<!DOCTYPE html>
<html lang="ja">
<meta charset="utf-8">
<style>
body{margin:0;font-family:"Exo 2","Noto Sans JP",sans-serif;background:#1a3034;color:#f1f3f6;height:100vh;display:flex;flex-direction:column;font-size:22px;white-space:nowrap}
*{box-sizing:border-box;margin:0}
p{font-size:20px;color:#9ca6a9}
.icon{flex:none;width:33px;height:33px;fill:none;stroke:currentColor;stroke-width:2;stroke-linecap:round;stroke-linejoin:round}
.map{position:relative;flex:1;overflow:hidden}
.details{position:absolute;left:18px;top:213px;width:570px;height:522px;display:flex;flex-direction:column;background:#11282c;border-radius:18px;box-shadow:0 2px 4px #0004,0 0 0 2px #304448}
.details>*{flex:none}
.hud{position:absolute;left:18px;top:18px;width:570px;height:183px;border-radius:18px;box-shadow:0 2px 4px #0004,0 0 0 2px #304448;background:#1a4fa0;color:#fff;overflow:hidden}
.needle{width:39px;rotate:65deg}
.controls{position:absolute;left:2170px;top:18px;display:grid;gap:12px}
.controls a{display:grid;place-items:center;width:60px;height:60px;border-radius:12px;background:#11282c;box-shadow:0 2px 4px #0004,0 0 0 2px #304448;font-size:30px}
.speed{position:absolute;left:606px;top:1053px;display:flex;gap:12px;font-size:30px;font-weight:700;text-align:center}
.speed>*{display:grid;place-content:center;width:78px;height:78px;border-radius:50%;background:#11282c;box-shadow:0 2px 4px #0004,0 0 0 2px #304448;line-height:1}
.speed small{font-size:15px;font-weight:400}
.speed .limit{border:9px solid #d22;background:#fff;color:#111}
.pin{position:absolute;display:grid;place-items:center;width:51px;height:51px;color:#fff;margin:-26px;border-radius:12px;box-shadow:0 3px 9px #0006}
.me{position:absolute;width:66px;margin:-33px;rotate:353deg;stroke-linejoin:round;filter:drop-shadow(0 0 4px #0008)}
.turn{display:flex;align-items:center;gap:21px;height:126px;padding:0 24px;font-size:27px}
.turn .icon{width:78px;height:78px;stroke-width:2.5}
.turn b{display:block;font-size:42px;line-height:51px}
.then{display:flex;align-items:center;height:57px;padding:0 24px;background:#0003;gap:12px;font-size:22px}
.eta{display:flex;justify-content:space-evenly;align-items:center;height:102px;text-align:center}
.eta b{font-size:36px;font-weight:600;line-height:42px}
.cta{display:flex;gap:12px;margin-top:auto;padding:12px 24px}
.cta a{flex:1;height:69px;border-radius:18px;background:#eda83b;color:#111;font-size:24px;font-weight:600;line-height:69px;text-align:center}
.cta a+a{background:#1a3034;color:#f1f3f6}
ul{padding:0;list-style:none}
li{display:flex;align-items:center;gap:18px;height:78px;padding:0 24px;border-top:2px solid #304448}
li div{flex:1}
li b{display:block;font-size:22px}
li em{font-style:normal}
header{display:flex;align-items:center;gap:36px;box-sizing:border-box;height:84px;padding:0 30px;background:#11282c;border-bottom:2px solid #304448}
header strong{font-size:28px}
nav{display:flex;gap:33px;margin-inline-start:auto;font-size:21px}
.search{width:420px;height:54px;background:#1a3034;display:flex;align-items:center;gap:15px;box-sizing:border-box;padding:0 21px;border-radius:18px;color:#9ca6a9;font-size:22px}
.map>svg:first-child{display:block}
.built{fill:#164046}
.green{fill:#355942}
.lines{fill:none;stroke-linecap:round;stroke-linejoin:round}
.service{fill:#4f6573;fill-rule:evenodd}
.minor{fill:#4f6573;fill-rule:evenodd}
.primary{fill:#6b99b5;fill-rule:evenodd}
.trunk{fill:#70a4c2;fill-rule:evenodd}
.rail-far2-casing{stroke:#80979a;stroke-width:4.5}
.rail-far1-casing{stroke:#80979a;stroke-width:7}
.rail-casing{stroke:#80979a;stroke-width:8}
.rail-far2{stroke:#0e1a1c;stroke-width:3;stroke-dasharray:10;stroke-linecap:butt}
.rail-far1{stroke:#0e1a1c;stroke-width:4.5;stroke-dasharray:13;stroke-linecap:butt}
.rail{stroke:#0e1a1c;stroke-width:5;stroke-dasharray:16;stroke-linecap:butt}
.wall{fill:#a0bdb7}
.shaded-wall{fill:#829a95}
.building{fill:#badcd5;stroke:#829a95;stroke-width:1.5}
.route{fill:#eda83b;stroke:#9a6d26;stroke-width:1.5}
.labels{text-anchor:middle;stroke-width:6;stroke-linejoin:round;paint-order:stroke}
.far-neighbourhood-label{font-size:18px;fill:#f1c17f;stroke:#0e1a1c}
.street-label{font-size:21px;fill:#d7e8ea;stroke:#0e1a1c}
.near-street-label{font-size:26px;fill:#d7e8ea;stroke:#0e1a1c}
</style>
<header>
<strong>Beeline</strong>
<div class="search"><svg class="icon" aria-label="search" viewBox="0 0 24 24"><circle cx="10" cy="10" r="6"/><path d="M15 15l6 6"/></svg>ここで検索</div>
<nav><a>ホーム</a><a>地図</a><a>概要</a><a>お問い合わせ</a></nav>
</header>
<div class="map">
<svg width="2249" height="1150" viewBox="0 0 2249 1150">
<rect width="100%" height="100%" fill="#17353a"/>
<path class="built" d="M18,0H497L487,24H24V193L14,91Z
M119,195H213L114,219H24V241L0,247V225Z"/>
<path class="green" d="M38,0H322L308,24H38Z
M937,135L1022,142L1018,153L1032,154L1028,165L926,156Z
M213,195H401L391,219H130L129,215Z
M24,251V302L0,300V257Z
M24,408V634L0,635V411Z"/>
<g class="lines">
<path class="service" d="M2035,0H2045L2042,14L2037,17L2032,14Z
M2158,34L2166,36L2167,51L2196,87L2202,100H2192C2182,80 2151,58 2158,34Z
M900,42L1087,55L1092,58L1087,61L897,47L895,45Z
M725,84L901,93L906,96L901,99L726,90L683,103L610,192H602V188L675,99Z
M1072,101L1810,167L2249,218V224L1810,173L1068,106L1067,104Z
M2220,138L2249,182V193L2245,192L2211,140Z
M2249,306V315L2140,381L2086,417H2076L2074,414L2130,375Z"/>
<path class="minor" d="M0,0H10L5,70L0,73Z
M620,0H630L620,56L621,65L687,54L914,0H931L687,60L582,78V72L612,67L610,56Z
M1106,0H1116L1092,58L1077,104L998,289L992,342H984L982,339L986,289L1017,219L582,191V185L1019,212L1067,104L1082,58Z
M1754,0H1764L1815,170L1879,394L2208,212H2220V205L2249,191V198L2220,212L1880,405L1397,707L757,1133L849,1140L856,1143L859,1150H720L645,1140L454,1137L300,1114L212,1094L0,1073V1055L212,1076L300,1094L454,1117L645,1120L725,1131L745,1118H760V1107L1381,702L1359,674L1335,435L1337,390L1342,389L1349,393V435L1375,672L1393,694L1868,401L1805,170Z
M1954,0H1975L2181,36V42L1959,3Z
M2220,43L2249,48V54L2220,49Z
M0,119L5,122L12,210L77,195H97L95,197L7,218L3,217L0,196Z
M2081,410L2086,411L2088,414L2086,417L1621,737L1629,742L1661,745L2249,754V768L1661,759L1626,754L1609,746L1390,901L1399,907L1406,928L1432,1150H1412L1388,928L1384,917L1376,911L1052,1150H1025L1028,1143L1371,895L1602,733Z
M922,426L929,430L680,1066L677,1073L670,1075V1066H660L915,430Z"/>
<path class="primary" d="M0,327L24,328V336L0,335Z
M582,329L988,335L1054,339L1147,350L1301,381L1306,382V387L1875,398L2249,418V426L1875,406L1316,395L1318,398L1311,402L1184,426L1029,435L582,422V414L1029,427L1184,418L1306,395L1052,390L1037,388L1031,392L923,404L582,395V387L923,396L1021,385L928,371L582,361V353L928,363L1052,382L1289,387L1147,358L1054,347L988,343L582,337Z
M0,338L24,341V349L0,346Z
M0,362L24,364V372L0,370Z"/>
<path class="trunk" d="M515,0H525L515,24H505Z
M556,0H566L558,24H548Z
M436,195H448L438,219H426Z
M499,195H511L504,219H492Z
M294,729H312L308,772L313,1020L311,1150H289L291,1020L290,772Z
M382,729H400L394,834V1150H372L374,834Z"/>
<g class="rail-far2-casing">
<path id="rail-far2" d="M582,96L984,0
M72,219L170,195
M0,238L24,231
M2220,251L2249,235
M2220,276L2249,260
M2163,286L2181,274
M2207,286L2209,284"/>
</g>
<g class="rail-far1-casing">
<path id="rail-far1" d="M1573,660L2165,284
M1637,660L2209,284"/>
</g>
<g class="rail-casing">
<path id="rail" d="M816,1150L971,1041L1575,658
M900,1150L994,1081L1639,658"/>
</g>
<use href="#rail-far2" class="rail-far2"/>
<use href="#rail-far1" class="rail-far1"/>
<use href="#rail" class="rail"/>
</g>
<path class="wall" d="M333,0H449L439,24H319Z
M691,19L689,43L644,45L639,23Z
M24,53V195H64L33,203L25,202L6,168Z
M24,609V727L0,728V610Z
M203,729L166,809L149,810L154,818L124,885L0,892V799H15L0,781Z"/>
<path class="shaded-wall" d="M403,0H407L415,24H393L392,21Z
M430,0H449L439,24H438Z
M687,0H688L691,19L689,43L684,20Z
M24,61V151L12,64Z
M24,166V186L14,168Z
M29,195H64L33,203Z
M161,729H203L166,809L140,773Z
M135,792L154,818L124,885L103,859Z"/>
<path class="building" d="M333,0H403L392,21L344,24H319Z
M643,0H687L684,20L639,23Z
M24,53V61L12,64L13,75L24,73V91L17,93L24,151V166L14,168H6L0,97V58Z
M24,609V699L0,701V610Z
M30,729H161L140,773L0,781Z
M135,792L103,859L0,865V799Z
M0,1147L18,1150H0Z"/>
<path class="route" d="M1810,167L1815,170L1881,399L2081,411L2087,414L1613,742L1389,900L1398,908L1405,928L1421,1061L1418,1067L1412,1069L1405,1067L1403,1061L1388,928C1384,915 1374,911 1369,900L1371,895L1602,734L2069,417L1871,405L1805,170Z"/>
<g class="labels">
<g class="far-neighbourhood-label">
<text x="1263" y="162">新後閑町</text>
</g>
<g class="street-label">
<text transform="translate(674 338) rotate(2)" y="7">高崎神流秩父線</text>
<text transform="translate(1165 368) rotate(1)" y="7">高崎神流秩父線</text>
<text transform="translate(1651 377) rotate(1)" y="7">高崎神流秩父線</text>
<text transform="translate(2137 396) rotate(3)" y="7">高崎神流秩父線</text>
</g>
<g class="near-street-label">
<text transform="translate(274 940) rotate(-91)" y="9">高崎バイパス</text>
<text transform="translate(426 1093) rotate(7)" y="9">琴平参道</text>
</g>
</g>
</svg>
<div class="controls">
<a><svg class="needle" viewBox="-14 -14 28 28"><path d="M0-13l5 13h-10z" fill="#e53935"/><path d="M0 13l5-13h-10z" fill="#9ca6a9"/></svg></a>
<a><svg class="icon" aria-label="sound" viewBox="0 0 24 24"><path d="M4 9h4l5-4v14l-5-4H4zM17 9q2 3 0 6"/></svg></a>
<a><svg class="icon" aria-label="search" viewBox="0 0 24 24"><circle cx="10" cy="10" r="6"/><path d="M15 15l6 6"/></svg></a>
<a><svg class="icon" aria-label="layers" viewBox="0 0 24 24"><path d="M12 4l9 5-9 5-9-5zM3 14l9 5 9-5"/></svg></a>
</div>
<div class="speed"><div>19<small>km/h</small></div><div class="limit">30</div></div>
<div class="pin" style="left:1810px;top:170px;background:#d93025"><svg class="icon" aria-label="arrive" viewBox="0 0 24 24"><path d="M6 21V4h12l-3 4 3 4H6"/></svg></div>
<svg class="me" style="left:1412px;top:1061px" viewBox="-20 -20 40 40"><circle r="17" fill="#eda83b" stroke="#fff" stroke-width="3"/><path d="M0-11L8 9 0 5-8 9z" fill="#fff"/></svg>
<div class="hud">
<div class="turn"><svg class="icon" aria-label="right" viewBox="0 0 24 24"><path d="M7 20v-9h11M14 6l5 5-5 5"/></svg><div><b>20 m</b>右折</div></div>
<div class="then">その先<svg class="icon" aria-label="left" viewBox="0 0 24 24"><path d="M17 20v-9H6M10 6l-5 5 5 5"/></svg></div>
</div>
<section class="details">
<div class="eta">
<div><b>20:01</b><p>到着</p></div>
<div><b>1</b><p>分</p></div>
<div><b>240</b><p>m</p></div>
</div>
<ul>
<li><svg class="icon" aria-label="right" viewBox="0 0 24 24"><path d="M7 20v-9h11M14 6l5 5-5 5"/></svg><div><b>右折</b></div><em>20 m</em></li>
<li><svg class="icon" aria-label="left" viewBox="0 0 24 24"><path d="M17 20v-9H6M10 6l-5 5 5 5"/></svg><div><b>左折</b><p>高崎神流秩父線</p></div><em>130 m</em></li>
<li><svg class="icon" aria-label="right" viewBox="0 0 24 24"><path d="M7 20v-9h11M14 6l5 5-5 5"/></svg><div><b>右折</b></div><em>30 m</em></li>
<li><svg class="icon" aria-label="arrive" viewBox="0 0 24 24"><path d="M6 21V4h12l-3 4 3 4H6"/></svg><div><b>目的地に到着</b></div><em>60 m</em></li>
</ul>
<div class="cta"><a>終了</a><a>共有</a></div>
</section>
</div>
++++++++
Task goal: Out of the material above, select every line that holds the string "overflow".

Solution for this task:
.map{position:relative;flex:1;overflow:hidden}
.hud{position:absolute;left:18px;top:18px;width:570px;height:183px;border-radius:18px;box-shadow:0 2px 4px #0004,0 0 0 2px #304448;background:#1a4fa0;color:#fff;overflow:hidden}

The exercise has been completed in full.